# Week 2a: Building and training a simple MLP in PyTorch

This notebook gives a very simple illustration of how to build the most basic 2-layer MLP example in PyTorch. For simplicity, many of the normal things we do when building and training neural network models in PyTorch have been left out (such as biases, [activation functions](https://pytorch.org/docs/stable/nn.functional.html#non-linear-activation-functions), and [loading and iterating on datasets when training](https://pytorch.org/docs/stable/data.html)). In the second notebook you will get the to build and train a network with all of these components. 

### Setting up your Python environment

Before you work through this notebook, please follow the instructions in [Setup-and-test-conda-environment.ipynb](Setup-and-test-conda-environment.ipynb)

Once you have done that you will need to make sure that the environment selected to run this notebook and all the other notebooks used in this unit is called `aim`. 

To do this click the **Select kernel** button in the top right corner of this notebook, and then select `aim`.

To make sure that is configured properly, Hit the run cell button (▶) on the cell below:

In [None]:
import os
print(os.environ['CONDA_DEFAULT_ENV'])

Does it output the text `aim`?

If it does not output the text `aim`, please revisit and follow the instructions in [Setup-and-test-conda-environment.ipynb](Setup-and-test-conda-environment.ipynb).

If you still cannot get it working, please raise this with the course instructor. 

### Importing torch

In [2]:
import torch
import torch.nn as nn
import torch.optim as optim

# Building a simple MLP 

Below is the code in PyTorch that builds this simple MLP network:

![MLP diagram](../media/simple-mlp.png)

In PyTorch you build neural networks by creating a class that [inherits](https://www.w3schools.com/python/python_inheritance.asp) from the [torch.nn.Module class](https://pytorch.org/docs/stable/generated/torch.nn.Module.html). 

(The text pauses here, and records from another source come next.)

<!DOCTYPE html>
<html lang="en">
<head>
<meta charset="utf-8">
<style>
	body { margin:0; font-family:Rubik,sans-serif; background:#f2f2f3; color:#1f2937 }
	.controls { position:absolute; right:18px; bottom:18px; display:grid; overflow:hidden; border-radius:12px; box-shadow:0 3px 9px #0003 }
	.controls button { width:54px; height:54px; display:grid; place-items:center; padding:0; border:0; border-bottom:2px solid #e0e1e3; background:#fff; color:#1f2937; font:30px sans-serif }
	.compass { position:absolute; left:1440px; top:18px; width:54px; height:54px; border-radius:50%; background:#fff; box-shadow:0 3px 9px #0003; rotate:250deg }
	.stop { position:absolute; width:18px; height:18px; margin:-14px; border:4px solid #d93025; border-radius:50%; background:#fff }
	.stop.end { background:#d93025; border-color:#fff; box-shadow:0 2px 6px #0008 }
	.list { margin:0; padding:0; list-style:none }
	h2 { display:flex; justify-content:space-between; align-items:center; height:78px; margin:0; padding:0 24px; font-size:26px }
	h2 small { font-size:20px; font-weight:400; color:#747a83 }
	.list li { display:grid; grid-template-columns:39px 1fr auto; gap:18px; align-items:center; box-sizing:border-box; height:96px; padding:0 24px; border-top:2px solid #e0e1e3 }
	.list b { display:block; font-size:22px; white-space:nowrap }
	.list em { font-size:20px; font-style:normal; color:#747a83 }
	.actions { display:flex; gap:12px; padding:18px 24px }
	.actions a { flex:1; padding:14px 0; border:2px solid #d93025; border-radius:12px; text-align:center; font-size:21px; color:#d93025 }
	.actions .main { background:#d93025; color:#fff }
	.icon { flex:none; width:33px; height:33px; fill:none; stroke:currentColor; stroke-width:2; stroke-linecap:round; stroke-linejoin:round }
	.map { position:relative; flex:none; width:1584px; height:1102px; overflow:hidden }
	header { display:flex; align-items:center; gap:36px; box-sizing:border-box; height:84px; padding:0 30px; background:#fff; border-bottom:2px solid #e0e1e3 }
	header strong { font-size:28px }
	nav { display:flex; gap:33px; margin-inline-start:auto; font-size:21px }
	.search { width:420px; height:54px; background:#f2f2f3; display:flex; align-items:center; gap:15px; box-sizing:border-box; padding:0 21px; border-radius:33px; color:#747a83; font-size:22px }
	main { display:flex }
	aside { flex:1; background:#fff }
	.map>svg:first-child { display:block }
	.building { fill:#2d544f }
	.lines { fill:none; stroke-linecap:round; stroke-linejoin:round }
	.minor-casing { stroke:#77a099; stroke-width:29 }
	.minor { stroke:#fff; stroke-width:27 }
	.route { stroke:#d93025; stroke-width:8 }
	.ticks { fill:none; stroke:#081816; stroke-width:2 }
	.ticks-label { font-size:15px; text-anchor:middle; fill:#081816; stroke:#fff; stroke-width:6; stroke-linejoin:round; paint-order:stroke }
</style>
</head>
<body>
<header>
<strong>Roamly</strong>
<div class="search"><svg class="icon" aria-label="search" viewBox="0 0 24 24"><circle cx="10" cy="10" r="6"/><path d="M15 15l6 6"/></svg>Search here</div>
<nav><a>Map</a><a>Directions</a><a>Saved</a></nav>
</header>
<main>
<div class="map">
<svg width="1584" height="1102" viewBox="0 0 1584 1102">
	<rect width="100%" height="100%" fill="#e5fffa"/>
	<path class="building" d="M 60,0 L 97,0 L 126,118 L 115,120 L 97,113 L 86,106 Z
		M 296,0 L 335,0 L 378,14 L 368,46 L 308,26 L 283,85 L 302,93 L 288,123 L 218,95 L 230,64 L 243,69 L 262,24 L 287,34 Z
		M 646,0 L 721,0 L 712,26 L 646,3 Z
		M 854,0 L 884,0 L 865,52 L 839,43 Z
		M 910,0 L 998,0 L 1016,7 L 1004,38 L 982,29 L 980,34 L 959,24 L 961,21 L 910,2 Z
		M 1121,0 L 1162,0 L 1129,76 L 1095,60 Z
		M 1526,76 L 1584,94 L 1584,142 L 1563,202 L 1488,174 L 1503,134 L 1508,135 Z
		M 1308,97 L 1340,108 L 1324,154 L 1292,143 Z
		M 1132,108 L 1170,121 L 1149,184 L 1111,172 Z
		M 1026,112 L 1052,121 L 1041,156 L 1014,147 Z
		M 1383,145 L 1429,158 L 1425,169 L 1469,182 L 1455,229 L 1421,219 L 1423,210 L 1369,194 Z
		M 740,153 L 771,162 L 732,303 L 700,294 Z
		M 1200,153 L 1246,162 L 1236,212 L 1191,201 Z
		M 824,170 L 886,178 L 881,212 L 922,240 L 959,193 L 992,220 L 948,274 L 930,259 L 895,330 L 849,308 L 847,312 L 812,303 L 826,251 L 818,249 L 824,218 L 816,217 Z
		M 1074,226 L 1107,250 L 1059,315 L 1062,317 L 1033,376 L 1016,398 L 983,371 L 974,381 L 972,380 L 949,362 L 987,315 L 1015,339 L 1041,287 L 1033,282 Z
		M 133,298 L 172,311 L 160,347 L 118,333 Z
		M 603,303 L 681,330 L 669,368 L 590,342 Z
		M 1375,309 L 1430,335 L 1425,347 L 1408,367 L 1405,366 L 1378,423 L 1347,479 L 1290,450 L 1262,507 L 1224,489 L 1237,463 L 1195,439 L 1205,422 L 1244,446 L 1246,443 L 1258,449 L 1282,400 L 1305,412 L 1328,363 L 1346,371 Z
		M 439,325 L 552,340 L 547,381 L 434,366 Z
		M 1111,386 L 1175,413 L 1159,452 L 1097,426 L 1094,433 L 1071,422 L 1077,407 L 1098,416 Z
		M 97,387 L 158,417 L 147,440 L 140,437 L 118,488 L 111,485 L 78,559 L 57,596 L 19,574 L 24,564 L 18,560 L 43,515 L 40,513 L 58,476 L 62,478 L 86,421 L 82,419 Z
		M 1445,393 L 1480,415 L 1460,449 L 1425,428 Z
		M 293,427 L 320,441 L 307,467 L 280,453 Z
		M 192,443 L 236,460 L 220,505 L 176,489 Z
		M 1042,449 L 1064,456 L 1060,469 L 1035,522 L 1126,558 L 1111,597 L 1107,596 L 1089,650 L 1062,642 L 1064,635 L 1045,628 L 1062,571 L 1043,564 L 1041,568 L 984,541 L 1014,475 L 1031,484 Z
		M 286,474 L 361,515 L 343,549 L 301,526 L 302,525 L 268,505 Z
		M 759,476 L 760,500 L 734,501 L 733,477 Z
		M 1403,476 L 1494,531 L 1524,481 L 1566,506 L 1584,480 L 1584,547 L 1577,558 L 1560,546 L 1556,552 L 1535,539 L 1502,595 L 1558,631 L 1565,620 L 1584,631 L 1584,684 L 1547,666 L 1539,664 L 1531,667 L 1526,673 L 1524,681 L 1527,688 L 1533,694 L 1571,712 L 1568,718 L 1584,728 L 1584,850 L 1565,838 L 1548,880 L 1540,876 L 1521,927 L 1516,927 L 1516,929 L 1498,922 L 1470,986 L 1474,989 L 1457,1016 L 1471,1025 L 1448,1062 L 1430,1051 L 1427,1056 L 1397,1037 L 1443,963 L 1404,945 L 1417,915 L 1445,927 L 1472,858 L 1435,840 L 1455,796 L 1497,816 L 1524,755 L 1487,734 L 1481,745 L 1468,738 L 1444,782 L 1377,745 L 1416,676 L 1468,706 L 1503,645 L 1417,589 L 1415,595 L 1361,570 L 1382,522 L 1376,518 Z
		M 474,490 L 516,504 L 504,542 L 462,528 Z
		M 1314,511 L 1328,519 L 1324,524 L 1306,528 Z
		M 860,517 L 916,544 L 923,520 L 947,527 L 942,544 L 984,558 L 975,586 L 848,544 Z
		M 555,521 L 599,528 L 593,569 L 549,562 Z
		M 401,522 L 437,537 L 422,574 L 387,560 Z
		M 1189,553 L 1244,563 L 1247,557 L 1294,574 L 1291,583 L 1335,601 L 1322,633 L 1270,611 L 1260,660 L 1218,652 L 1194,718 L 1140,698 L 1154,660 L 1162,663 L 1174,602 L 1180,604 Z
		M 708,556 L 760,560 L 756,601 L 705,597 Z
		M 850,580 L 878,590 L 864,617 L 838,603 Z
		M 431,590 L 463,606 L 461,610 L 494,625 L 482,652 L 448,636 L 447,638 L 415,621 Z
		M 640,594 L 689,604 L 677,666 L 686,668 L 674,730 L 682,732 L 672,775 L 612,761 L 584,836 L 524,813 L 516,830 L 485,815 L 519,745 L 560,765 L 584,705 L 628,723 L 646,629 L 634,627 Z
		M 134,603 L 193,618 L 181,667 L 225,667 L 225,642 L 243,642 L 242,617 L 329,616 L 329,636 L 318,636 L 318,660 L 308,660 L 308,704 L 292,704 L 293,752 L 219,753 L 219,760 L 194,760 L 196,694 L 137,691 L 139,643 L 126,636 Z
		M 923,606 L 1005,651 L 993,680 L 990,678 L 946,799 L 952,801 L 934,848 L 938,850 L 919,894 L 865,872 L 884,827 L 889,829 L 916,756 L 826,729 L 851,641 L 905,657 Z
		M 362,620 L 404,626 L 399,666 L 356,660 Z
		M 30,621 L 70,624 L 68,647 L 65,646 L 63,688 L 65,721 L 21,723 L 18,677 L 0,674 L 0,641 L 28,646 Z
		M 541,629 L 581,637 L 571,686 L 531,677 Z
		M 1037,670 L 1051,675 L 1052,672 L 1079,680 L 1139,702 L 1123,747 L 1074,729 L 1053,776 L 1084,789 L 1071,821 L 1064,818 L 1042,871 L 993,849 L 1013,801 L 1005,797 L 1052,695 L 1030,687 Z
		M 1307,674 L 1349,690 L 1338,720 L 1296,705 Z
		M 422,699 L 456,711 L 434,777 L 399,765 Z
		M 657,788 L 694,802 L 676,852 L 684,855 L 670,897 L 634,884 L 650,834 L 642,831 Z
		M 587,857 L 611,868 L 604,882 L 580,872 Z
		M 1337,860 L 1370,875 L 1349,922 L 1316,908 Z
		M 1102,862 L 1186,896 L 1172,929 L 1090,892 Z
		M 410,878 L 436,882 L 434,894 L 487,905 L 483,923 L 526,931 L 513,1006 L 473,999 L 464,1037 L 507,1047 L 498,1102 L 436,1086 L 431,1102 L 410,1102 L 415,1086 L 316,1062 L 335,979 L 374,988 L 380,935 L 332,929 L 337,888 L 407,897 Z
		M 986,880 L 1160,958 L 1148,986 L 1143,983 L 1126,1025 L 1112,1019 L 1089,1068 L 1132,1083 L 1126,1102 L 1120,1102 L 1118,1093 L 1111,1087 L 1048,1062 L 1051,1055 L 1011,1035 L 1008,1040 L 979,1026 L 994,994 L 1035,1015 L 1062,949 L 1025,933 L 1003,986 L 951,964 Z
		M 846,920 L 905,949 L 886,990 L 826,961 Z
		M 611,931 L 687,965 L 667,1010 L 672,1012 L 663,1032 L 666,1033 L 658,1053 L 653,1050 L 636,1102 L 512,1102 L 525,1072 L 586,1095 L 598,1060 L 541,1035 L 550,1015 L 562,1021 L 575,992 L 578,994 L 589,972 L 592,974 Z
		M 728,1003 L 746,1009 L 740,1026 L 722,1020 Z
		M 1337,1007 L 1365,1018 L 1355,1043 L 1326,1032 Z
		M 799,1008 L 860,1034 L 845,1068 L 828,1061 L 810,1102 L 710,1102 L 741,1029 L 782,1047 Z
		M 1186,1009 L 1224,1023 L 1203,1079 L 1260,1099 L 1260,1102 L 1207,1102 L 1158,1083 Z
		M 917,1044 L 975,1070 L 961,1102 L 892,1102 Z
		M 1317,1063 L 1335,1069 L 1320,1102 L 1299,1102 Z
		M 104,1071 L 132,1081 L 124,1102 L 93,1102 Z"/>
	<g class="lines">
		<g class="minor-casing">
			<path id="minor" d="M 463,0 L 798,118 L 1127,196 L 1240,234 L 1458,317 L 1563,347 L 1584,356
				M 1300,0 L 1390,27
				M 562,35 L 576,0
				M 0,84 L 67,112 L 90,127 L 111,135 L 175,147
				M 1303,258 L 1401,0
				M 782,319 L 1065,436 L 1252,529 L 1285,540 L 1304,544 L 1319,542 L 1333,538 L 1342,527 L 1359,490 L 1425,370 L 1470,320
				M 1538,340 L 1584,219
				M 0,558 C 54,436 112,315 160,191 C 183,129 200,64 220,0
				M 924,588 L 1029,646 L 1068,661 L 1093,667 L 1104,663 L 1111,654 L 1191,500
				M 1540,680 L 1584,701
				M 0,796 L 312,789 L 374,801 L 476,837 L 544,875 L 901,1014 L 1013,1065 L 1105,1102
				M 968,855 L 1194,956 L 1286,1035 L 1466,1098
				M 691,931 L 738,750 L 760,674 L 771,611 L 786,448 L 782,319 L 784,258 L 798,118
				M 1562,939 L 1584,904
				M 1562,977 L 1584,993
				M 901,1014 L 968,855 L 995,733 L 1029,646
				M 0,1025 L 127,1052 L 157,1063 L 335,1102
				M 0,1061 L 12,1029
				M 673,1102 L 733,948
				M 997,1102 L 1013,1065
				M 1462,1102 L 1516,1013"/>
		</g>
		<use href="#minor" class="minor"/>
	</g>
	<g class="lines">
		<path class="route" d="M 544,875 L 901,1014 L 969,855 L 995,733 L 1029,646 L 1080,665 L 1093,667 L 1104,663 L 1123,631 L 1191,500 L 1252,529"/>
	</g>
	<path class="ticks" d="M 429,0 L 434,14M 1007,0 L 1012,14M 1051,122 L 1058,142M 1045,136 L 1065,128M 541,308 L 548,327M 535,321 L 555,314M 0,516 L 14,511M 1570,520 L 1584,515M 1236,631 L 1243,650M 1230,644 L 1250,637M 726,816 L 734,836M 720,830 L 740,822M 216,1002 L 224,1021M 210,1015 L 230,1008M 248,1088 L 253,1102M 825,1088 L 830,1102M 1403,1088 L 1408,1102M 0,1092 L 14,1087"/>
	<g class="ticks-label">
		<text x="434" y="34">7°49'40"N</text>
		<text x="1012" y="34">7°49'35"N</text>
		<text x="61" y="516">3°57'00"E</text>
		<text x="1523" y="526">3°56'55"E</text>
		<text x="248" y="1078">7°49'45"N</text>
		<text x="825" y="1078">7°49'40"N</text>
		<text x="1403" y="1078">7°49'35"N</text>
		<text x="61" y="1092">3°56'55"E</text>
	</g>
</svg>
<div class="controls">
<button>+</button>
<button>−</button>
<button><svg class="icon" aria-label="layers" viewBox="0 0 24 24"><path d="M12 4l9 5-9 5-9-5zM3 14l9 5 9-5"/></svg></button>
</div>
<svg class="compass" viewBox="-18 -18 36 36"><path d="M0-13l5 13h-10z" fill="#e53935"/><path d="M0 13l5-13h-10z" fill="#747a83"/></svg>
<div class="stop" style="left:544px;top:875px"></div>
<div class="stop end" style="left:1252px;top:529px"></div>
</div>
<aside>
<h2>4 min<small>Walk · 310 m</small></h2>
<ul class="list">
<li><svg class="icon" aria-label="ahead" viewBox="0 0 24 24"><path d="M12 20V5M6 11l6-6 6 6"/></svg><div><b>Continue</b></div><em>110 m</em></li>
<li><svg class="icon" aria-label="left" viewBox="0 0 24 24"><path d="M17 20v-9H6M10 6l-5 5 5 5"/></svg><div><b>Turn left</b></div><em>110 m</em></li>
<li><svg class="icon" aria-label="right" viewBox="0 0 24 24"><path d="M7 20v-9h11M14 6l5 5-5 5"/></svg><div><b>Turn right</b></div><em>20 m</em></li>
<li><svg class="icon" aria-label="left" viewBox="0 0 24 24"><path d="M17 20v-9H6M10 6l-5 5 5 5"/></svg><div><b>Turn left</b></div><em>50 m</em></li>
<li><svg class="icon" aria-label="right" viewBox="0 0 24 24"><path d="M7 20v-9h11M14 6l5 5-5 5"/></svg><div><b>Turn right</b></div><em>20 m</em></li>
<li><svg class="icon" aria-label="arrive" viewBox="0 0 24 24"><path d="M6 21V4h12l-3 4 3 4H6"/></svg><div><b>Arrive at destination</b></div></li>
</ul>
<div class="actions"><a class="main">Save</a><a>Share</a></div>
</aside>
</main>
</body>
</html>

For any network you need to define two functions: 
- The constructor (`__init__`) where you create the layers of the network.
- The `forward` function, where you define how the data `x` is is processed by the network, and the sequence in which the computation of layers is performed.

Here we are creating an MLP with 2 fully connected layers (a unique weighted connection between each input and output). To do this we use the [nn.Linear layer](https://pytorch.org/docs/stable/generated/torch.nn.Linear.html). For each layer you define the number of inputs and outputs, pytorch will automatically create and populate the weight matrix to match these dimensions.

In the `forward` function you then have to specify which the chain of computation for the network. Here the data is processed first by the hidden layer (`x = self.hidden(x)`) and then the output layer `x = self.output(x)`), the code for performing the matrix-vector multiplication occurs here. 

In [4]:
class SimpleMLP(nn.Module):
    def __init__(self):
        super(SimpleMLP, self).__init__()
        self.hidden = nn.Linear(2, 2, bias=False)
        self.output = nn.Linear(2, 1, bias=False) 

    def forward(self, x):
        x = self.hidden(x) 
        x = self.output(x) 
        return x

### Instantiating the mlp, optimiser and loss function

Now we need to instantiate our network, which we will call `mlp`. We also need to decided what [loss function](https://pytorch.org/docs/stable/nn.html#loss-functions) we are using to evaluate our networks outputs, and the [optimiser](https://pytorch.org/docs/stable/optim.html) that will be used to update the weights of the network in training. 

There are many options to choose from, but for this example we will use [L1 loss](https://pytorch.org/docs/stable/generated/torch.nn.L1Loss.html) (absolute error) and [stochastic gradient descent optimiser](https://pytorch.org/docs/stable/generated/torch.optim.SGD.html). 

In [5]:
mlp = SimpleMLP()
criterion = nn.L1Loss() 
optimizer = optim.SGD(mlp.parameters(), lr=0.001) 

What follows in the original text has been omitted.